> _GOAL OF THE EXERCISE_
Nothing beyond the line containing "display:grid; grid-template-columns:32px 1fr" is to be printed; print exactly each line from the start of the records below through that line, leaving out pictures.

> _RECORDS_

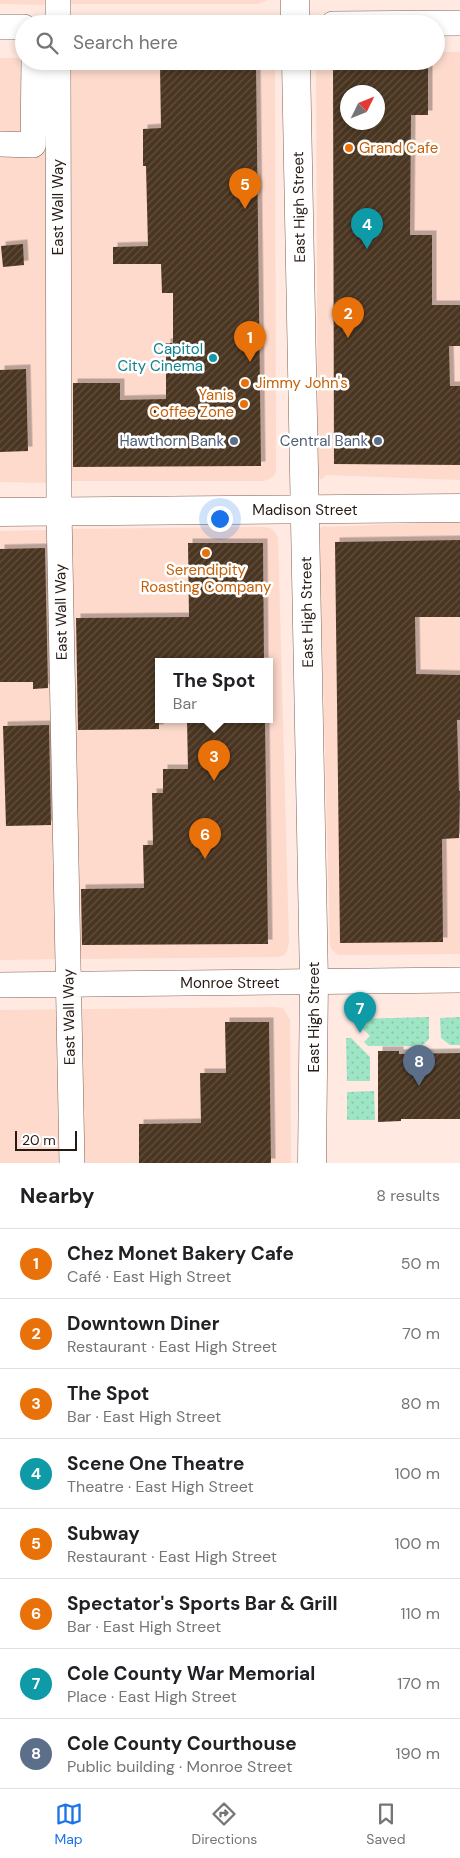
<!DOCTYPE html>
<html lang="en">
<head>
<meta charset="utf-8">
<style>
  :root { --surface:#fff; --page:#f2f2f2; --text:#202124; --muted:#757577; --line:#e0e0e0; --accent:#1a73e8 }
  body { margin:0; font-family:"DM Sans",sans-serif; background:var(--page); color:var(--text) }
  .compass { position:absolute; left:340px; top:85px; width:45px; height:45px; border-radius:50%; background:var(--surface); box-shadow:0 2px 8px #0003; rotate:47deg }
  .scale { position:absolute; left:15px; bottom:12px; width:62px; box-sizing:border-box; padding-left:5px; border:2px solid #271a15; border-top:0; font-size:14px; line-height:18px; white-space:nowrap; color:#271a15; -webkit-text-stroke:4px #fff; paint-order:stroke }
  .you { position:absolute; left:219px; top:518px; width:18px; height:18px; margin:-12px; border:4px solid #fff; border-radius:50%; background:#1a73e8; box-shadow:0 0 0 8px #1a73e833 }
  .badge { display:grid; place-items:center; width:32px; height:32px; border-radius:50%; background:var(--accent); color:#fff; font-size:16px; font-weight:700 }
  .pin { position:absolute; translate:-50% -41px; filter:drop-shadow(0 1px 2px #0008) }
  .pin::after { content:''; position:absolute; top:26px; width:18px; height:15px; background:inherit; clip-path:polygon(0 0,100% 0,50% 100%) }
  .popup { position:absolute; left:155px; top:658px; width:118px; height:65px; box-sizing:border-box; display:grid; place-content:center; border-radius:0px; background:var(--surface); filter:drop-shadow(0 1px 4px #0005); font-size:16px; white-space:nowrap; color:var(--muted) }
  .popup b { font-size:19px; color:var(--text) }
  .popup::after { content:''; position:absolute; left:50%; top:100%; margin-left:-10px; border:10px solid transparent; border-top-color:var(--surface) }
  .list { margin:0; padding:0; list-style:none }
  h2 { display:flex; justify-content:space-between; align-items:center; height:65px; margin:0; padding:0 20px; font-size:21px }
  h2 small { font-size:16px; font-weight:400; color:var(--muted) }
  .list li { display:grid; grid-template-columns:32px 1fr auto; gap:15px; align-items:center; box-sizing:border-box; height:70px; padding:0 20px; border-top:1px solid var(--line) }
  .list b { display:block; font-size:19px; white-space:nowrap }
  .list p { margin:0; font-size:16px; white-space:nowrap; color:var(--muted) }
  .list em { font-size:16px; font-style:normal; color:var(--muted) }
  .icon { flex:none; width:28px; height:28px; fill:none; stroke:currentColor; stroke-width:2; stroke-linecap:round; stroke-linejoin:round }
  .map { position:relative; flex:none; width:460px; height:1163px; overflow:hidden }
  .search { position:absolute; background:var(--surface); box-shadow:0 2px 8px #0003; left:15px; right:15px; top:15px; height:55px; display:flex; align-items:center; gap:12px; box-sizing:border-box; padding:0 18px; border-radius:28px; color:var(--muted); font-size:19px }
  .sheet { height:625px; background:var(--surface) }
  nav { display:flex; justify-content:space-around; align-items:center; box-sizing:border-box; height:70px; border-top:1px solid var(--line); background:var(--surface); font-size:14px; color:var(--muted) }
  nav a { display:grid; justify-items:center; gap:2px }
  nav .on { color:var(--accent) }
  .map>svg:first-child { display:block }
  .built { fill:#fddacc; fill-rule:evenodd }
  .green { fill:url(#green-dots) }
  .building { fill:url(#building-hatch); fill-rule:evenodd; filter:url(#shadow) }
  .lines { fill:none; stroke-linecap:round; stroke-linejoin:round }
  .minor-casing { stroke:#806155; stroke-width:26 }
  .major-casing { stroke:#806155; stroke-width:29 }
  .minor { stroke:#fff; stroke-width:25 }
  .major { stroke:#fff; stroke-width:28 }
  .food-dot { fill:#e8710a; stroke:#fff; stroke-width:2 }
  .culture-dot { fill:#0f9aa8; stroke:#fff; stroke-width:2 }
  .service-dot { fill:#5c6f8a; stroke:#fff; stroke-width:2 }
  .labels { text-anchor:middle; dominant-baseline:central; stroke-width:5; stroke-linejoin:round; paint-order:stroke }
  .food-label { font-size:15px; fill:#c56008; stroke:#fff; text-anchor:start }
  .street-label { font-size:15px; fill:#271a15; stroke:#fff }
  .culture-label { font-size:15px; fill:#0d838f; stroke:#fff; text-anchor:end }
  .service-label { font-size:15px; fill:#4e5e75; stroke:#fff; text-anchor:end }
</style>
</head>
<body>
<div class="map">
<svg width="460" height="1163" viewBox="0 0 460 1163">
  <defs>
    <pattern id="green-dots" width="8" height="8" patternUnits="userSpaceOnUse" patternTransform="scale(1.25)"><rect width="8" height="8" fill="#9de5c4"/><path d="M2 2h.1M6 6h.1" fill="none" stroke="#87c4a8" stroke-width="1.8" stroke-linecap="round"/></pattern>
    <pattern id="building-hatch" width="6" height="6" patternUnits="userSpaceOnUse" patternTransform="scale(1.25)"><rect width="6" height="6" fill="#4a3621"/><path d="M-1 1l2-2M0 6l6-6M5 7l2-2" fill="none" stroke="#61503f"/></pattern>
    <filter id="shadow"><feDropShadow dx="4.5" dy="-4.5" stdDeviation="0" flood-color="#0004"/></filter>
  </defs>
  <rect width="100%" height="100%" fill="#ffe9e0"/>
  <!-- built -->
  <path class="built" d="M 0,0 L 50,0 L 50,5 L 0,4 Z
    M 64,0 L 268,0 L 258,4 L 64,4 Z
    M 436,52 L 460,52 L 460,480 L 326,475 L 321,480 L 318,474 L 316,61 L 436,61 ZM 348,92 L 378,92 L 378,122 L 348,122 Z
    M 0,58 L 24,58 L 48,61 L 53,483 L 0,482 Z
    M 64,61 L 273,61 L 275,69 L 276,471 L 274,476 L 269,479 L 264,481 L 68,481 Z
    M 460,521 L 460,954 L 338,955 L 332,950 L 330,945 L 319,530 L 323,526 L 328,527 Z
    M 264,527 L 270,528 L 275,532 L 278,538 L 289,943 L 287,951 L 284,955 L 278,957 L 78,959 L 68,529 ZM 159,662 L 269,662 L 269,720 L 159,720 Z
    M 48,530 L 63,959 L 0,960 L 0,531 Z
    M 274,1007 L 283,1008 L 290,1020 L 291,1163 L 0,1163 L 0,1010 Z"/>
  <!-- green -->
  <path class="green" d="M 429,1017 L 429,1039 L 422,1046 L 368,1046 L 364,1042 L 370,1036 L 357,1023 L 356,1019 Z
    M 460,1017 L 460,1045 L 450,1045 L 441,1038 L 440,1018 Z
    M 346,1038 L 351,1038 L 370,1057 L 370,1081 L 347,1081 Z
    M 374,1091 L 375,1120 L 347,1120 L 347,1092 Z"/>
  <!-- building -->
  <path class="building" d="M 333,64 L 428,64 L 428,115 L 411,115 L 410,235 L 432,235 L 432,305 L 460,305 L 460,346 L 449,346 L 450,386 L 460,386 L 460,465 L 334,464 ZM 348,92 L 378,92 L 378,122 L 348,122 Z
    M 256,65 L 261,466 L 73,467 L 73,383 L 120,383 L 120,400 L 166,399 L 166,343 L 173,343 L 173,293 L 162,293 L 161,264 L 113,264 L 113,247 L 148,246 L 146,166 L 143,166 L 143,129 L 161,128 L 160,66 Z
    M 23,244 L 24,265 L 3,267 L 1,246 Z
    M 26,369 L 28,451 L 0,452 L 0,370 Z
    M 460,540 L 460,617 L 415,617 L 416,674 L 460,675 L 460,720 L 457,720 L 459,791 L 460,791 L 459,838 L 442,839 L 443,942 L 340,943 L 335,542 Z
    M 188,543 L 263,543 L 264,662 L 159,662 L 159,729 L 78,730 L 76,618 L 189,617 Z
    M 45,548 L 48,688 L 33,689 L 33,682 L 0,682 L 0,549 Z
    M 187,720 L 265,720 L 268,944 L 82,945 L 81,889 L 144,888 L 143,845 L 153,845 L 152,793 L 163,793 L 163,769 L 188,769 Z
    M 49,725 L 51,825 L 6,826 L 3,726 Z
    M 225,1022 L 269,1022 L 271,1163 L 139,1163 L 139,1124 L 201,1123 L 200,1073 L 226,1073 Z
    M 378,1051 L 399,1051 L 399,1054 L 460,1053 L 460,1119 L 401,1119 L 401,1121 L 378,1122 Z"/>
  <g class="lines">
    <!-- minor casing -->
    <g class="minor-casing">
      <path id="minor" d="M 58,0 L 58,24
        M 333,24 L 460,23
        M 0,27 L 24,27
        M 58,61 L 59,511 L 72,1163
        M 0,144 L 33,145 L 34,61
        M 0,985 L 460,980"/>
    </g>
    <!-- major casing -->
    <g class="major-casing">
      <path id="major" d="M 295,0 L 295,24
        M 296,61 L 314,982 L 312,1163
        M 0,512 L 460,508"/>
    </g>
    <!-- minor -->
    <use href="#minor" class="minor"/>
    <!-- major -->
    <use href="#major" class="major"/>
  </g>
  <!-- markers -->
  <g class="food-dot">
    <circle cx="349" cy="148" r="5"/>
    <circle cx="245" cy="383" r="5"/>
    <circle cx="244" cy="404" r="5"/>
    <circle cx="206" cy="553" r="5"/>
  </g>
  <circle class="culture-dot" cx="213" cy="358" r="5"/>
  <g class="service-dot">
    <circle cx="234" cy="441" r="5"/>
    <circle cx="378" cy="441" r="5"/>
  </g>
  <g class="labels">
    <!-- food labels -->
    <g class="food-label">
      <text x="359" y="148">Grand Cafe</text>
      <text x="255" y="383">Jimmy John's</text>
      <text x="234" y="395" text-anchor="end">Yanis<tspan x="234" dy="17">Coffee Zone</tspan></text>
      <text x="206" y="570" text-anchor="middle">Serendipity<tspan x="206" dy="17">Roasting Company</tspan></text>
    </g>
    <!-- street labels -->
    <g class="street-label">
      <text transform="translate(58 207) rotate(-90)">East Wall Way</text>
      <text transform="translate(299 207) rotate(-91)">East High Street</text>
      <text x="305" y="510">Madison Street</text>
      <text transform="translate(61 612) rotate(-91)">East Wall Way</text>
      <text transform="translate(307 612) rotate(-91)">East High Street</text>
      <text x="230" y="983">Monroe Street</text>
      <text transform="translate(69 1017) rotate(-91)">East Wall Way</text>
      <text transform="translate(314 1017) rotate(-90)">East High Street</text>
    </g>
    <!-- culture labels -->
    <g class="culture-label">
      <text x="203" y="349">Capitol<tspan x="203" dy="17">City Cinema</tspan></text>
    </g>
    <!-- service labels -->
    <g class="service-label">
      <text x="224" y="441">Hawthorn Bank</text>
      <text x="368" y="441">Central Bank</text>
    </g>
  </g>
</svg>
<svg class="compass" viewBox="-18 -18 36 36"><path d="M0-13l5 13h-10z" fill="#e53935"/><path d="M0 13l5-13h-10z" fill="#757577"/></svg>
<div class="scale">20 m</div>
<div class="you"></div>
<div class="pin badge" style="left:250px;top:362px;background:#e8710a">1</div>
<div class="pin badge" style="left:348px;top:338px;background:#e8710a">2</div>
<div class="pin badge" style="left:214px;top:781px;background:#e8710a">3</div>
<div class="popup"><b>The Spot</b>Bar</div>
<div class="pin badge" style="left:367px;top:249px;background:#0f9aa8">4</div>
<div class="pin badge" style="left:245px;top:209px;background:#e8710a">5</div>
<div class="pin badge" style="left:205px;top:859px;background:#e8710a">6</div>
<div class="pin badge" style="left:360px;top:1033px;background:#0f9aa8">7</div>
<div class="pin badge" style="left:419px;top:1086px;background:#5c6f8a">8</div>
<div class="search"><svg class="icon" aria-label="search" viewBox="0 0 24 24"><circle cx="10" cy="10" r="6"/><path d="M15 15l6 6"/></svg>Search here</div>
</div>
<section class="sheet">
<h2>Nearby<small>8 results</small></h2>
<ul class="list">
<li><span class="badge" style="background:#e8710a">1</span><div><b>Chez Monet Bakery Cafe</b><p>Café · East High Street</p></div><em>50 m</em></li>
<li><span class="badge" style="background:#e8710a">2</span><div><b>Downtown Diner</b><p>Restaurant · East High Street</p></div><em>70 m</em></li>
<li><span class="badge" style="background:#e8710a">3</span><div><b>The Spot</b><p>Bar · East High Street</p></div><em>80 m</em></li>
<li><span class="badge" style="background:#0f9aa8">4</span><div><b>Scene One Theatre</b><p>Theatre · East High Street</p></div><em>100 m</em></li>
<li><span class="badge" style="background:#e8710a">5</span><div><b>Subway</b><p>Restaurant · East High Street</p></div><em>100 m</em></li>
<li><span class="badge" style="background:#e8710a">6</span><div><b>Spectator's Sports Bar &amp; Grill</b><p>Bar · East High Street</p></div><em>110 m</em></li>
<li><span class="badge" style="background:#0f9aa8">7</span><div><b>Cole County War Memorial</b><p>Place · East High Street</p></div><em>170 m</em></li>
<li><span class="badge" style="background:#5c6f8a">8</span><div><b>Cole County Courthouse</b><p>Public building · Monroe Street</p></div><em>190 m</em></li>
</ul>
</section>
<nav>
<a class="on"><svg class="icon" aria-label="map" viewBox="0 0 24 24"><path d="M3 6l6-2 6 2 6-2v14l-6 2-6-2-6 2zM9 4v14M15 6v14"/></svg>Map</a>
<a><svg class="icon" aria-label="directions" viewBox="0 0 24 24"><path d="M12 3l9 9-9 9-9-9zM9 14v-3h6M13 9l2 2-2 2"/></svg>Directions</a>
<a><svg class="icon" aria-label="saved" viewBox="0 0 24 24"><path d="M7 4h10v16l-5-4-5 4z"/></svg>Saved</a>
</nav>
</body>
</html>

> _WRITTEN ANSWER_
<!DOCTYPE html>
<html lang="en">
<head>
<meta charset="utf-8">
<style>
  :root { --surface:#fff; --page:#f2f2f2; --text:#202124; --muted:#757577; --line:#e0e0e0; --accent:#1a73e8 }
  body { margin:0; font-family:"DM Sans",sans-serif; background:var(--page); color:var(--text) }
  .compass { position:absolute; left:340px; top:85px; width:45px; height:45px; border-radius:50%; background:var(--surface); box-shadow:0 2px 8px #0003; rotate:47deg }
  .scale { position:absolute; left:15px; bottom:12px; width:62px; box-sizing:border-box; padding-left:5px; border:2px solid #271a15; border-top:0; font-size:14px; line-height:18px; white-space:nowrap; color:#271a15; -webkit-text-stroke:4px #fff; paint-order:stroke }
  .you { position:absolute; left:219px; top:518px; width:18px; height:18px; margin:-12px; border:4px solid #fff; border-radius:50%; background:#1a73e8; box-shadow:0 0 0 8px #1a73e833 }
  .badge { display:grid; place-items:center; width:32px; height:32px; border-radius:50%; background:var(--accent); color:#fff; font-size:16px; font-weight:700 }
  .pin { position:absolute; translate:-50% -41px; filter:drop-shadow(0 1px 2px #0008) }
  .pin::after { content:''; position:absolute; top:26px; width:18px; height:15px; background:inherit; clip-path:polygon(0 0,100% 0,50% 100%) }
  .popup { position:absolute; left:155px; top:658px; width:118px; height:65px; box-sizing:border-box; display:grid; place-content:center; border-radius:0px; background:var(--surface); filter:drop-shadow(0 1px 4px #0005); font-size:16px; white-space:nowrap; color:var(--muted) }
  .popup b { font-size:19px; color:var(--text) }
  .popup::after { content:''; position:absolute; left:50%; top:100%; margin-left:-10px; border:10px solid transparent; border-top-color:var(--surface) }
  .list { margin:0; padding:0; list-style:none }
  h2 { display:flex; justify-content:space-between; align-items:center; height:65px; margin:0; padding:0 20px; font-size:21px }
  h2 small { font-size:16px; font-weight:400; color:var(--muted) }
  .list li { display:grid; grid-template-columns:32px 1fr auto; gap:15px; align-items:center; box-sizing:border-box; height:70px; padding:0 20px; border-top:1px solid var(--line) }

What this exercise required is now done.